Ülkesiyle Türkiye arasında gerilim olmaması ve "başına iş açacak" haber bile yazmadığını belirtmesine rağmen basın akreditasyonu alırken sıkıntı çektiğini söylüyor. Deniz Yücel'in tutuklanmasının sadece Türkiyeli gazetecilerin değil, yabancı gazetecilerin de tehlikede olabileceği sinyalini verdiğini ifade ederek, "Sadece biriyle röportaj yaptığınız için bile başınızın belaya girebileceğini gördük" diye ekliyor.

"Sosyal medyayı kullanmayı bıraktım"

İsmini vermek istemeyen bir diğer yabancı bir gazeteci, Gezi eylemlerinin kendileri için de kırılma noktası olduğunu düşünüyor. "Türkiye'deki yabancı gazetecilerin 2013'e kadar göreceli şekilde bir çeşit dokunulmazlıklarının olduğunu söyleyebilirim" diyerek söz konusu dokunulmazlığın ortadan kalktığını, yabancı gazetecilerin artık daha fazla gözaltı ve sınır dışı gibi muamelelere maruz kaldığını ancak Türkiyeli gazetecilere göre daha az risk altında olduklarını ifade ediyor. "Bizler başka bir yerde hayata başlayabiliriz, sizin için daha zor" diye ekliyor. Gazeteciye göre, gözaltına alınan, hakkında soruşturma açılan ya da sınır dışı edilen yabancı gazetecilerin sayısı medyaya yansıyandan daha fazla.

Sansür uygulamak zorunda kalıp kalmadığı sorusuna, "Kendime sansür uygulamadığımı düşünmek istiyorum" diye cevap verdikten sonra, artık Güneydoğu'ya ya da sınıra gitmenin yahut yolsuzluk gibi bazı konuları yazmanın riskli olabileceğinin farkında olduklarını söylüyor.
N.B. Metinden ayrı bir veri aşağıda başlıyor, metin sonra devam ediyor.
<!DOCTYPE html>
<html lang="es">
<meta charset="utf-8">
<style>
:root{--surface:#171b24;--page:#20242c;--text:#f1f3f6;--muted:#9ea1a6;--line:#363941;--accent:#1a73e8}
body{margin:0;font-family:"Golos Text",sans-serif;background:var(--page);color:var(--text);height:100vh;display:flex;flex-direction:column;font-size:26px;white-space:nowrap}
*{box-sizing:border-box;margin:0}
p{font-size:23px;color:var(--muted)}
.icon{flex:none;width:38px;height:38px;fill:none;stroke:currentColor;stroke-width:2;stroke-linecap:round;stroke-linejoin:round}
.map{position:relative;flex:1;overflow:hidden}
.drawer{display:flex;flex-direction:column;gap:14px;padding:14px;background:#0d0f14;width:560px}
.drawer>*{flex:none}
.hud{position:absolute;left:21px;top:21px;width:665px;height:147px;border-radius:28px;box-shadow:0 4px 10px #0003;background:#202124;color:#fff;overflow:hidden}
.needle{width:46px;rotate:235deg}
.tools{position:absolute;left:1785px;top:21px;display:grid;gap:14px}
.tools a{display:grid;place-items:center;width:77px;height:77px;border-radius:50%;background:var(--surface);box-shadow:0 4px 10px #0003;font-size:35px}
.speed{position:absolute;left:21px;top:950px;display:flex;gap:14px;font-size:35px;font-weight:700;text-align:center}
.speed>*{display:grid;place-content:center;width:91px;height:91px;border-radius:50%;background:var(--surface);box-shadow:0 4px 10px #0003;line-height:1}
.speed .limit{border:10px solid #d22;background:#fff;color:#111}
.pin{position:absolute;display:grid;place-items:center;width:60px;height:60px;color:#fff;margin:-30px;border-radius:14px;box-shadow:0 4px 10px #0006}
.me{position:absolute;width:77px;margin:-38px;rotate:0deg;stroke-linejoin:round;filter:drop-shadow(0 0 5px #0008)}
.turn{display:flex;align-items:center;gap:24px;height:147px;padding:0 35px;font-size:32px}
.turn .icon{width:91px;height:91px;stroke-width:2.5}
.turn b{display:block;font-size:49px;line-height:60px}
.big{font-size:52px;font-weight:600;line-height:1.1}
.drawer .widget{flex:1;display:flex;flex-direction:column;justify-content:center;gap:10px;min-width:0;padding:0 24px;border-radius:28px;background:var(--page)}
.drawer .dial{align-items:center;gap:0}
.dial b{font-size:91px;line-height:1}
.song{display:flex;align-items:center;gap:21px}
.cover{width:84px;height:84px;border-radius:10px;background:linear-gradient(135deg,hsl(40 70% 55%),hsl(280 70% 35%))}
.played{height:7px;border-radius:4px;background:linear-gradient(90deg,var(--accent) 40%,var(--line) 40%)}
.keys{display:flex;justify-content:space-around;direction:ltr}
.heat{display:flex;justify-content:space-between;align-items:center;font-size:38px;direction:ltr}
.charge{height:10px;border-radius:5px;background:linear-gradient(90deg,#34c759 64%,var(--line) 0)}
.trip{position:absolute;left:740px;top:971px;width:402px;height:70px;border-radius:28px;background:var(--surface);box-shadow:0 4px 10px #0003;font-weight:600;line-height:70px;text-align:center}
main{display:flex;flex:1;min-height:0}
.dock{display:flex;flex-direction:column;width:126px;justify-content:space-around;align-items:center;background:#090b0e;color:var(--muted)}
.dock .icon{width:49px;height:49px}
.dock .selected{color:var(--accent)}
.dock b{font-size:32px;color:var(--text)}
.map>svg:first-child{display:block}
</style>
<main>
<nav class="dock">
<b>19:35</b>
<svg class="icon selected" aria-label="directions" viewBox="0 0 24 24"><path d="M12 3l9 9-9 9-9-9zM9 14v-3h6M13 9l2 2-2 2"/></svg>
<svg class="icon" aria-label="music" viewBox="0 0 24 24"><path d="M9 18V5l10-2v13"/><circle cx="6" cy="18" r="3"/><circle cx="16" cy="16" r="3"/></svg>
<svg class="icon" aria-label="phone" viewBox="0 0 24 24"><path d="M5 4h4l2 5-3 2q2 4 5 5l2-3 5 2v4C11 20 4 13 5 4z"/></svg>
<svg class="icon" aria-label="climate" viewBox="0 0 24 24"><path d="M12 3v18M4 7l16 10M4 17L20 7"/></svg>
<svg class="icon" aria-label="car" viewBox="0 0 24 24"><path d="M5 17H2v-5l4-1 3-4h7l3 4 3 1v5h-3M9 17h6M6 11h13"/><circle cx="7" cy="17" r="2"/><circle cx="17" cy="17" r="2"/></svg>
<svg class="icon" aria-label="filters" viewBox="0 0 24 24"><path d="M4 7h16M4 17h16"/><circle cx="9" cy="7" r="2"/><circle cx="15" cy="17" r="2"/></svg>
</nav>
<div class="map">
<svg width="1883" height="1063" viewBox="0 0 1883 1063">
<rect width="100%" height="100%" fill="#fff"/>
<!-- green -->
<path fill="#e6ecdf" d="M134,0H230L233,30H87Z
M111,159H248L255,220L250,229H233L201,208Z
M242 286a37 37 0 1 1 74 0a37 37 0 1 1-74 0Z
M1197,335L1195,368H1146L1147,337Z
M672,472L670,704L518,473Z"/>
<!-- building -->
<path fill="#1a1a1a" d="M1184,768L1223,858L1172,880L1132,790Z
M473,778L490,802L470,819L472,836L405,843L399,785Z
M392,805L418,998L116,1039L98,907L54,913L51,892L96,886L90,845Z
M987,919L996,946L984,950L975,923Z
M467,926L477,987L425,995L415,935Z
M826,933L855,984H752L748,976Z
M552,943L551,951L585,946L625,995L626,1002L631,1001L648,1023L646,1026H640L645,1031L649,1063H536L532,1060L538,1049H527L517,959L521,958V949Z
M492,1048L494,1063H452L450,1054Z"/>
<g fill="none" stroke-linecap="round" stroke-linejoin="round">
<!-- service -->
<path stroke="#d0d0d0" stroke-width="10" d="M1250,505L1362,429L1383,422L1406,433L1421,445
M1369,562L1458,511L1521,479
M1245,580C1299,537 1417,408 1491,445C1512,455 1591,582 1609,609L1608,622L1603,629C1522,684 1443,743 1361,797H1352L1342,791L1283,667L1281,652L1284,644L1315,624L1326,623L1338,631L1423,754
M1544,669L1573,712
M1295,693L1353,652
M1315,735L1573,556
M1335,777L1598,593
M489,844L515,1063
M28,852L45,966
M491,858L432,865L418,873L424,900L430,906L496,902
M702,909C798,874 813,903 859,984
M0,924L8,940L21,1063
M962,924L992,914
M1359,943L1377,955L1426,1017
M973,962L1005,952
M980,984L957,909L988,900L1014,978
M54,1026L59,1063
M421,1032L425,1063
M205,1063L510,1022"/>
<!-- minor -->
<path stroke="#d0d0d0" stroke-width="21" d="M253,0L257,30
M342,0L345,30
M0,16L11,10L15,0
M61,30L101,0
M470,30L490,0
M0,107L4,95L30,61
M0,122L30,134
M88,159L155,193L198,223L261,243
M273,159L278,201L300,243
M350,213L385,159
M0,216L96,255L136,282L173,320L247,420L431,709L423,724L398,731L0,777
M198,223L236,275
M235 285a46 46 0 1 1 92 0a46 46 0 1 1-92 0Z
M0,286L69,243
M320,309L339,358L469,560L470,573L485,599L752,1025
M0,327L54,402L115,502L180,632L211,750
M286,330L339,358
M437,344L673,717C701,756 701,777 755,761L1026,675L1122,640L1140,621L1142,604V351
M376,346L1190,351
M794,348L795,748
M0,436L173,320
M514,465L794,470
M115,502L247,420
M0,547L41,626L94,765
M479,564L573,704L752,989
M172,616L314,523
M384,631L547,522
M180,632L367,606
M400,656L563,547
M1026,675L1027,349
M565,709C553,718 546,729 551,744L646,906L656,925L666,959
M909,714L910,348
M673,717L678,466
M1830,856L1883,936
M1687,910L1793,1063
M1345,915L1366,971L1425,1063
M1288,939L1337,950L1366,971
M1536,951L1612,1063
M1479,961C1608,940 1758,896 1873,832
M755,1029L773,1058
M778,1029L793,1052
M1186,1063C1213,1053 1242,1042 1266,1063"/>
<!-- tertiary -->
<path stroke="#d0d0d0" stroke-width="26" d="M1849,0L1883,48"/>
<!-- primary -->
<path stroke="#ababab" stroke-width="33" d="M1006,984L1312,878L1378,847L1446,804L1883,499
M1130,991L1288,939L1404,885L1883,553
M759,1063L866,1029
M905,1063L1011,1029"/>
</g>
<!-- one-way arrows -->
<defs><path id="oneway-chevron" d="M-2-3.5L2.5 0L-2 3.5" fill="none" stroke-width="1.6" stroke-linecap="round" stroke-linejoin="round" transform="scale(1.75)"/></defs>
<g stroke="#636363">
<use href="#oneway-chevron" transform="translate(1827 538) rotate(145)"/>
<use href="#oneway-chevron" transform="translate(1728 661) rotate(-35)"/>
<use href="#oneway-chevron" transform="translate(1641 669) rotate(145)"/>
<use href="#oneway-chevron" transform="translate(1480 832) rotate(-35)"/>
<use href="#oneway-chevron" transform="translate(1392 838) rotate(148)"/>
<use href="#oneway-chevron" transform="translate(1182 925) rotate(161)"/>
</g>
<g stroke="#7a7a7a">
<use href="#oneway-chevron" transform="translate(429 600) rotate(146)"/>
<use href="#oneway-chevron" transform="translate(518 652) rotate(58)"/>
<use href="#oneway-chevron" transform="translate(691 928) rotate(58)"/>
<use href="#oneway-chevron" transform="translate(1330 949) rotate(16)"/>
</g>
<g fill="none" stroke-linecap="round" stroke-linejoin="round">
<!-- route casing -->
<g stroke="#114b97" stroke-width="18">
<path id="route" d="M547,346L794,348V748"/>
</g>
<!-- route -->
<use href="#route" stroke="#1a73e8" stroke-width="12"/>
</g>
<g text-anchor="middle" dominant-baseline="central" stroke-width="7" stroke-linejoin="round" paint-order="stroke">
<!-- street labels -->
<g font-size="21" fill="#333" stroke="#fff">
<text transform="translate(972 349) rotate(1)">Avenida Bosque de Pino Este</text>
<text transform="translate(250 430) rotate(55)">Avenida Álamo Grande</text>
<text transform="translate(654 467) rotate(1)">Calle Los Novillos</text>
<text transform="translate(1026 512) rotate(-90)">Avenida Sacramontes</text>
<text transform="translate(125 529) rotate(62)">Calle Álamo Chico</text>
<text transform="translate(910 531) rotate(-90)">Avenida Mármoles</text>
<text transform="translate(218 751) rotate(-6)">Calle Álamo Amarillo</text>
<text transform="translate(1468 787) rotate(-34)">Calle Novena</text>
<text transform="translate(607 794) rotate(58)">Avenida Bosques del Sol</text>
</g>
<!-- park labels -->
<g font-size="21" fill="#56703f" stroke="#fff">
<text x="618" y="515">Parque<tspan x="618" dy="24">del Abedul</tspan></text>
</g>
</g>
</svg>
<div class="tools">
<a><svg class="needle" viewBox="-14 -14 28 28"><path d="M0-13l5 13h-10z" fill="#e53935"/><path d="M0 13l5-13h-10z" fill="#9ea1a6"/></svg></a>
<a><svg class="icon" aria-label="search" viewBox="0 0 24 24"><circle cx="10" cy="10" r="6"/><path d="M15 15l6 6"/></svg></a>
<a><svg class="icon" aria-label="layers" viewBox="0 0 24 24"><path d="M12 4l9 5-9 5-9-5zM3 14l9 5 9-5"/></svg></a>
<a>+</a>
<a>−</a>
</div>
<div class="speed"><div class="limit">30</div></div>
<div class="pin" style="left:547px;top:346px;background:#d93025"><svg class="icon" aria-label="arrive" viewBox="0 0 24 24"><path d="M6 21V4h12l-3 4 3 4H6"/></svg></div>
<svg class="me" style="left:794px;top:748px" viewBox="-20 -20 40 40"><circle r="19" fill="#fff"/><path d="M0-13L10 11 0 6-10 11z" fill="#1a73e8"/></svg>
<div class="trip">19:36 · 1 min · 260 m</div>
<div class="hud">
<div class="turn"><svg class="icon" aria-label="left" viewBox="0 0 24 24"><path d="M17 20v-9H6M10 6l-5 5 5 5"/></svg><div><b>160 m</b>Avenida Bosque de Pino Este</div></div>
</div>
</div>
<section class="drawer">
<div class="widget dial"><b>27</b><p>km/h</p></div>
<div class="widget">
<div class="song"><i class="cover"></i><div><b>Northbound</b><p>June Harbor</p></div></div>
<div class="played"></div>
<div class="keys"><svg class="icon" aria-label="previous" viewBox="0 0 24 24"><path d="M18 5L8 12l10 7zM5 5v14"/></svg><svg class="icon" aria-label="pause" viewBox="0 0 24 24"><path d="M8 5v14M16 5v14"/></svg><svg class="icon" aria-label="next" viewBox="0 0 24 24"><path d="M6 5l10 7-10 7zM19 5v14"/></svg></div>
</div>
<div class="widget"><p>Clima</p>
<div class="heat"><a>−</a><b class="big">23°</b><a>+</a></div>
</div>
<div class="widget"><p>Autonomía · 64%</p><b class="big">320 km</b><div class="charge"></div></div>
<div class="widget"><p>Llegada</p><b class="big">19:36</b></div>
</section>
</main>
Ancak sosyal medyayı kullanmayı bıraktığını da ekliyor. Bunun sebebini de "Herhangi bir sorunla karşı karşıya kalacaksam bir 'tweetten' olmamasını tercih ederim" diye açıklıyor. Haber yaparken karşılaştığı sorunların başında yetkililerin çekindikleri için konuşmamaları ile resmi kurumlara ulaşmaktaki zorlukların geldiğini ifade ediyor.

Journalist in Istanbul Maximillian Popp
Alman Der Spiegel dergisinin Türkiye muhabiri Maximilian PoppFotoğraf: DW/B. Karakas

"Gazetecilerin tutuklanması depresif bir durum"

Alman Der Spiegel dergisinin Türkiye muhabiri Maximilian Popp, 2016 yılının Ekim ayından beri İstanbul'da çalışıyor. Burada okuduğu için Türkiye'ye yabancı değil ve endişe taşımadan İstanbul'a taşınmış. Ancak Deniz Yücel'in tutuklanmasının şok etkisi yarattığını ve yabancı gazetecilerin de hedef olabileceği fikrinin oluşmasında önemli olduğunu düşünüyor. "Sadece Deniz'in değil, diğer bütün gazetecilerin tutuklanmasını depresif bir durum yaratıyor ve hayal kırıklığı oluyor" diyor.

Ancak o da Türkiyeli gazeteciler için durumun çok daha zor olduğu ve bağımsz gazeteci olmanın cesaret gerektiren bir şey olduğu düşüncesini belirtmeden geri durmuyor. "Cezaevine girme riskleri yüksek. Yabancı gazeteciler için durum farklı. Rahat bir şekilde haber yapabildiğimi, hükümet kaynaklarına bir şekilde erişim sağlayabildiğimi düşünüyorum. Ya da hala iş için seyahat edebiliyorum" diye konuşuyor. En önemli sorunu, Türkiye'deki durumun öngörülemez olması olarak görüyor. Bu durumun gerilim ve baskı yarattığını ancak günlük işleri etkilemediği ekliyor.

"Burayı Avrupa olmadığını bilerek seçtim"

Popp, Nisan 2016'da basın akreditasyonu için başvurduğunda süreç çok uzun sürmüş. Yabancı gazetecilerin basın kartlarını her sene yenilemelerinin önemli bir mesele olduğunu ve belirsizlik yarattığını düşünüyor.

Deniz Yücel'in tutukluluk hâline bir an önce son verilmesi gerektiğini ifade ederek, ortada adaletsiz bir durum olduğunu söylüyor. "Türkiye demokratik bir hukuk devleti olduğunu tekrar ediyor. Bu durumda gazetecilerin tutukluluğu kabul edilemez" diye ekliyor. Maximilian Popp, sözlerini, "Ben burayı Avrupa olmadığını bilerek seçtim, o yüzden şikâyet etmek istemiyorum. Sizler benden daha fazla risk alıyorsunuz" diye tamamlıyor.